Dataset records
================================
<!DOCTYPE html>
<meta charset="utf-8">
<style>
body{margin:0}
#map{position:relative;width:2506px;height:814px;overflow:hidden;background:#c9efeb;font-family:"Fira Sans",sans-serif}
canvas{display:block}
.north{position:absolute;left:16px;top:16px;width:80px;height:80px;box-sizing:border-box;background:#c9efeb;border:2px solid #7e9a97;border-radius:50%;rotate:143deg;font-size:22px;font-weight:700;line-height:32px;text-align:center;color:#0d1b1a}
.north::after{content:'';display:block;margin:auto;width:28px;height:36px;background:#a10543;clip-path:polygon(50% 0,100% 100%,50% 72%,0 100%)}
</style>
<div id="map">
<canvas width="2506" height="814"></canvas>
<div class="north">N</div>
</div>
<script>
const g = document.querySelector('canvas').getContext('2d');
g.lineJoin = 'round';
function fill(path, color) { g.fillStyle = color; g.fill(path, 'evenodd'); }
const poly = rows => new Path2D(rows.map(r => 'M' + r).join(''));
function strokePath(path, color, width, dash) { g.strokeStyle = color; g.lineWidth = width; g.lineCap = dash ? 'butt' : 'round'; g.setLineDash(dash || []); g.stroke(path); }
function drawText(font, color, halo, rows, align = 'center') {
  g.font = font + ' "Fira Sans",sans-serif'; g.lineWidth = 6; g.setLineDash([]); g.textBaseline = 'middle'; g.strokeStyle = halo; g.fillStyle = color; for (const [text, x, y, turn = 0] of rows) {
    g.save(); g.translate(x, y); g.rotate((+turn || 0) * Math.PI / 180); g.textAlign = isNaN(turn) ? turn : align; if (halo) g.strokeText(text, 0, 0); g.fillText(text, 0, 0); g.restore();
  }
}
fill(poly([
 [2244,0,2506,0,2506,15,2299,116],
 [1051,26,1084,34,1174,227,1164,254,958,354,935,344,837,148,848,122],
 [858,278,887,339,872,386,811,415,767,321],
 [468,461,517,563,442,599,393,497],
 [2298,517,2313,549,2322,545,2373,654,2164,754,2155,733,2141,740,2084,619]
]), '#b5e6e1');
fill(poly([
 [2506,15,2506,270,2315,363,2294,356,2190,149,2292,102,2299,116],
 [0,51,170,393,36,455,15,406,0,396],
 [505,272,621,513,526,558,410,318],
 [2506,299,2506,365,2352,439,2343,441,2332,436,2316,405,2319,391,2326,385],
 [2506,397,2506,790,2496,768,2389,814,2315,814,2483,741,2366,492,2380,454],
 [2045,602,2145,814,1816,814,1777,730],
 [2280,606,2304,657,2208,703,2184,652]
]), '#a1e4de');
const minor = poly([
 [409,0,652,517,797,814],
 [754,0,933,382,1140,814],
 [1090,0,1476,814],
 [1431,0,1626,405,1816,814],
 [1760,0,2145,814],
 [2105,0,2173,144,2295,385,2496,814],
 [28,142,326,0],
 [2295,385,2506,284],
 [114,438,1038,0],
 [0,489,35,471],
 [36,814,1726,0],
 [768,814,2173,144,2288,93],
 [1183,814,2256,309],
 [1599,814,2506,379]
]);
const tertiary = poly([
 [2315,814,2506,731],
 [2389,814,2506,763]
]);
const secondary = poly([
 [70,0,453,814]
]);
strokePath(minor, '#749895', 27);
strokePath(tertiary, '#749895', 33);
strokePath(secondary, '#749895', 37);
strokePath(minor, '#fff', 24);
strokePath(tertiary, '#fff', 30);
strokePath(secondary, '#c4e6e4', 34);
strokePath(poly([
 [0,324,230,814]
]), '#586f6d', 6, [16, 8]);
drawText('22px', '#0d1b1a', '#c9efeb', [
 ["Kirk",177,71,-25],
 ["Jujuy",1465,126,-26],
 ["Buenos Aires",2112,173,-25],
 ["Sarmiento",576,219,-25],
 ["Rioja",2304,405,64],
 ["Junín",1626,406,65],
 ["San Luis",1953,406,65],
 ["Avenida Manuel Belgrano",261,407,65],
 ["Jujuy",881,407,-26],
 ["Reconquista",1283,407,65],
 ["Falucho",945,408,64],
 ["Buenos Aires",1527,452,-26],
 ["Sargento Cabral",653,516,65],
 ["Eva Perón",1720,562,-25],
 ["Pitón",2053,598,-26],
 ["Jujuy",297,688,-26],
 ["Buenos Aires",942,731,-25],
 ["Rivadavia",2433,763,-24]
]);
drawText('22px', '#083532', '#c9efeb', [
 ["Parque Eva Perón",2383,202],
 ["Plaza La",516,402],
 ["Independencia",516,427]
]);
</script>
================================
Keep only those lines of the records that hold "rows", and return them.

const poly = rows => new Path2D(rows.map(r => 'M' + r).join(''));
function drawText(font, color, halo, rows, align = 'center') {
  g.font = font + ' "Fira Sans",sans-serif'; g.lineWidth = 6; g.setLineDash([]); g.textBaseline = 'middle'; g.strokeStyle = halo; g.fillStyle = color; for (const [text, x, y, turn = 0] of rows) {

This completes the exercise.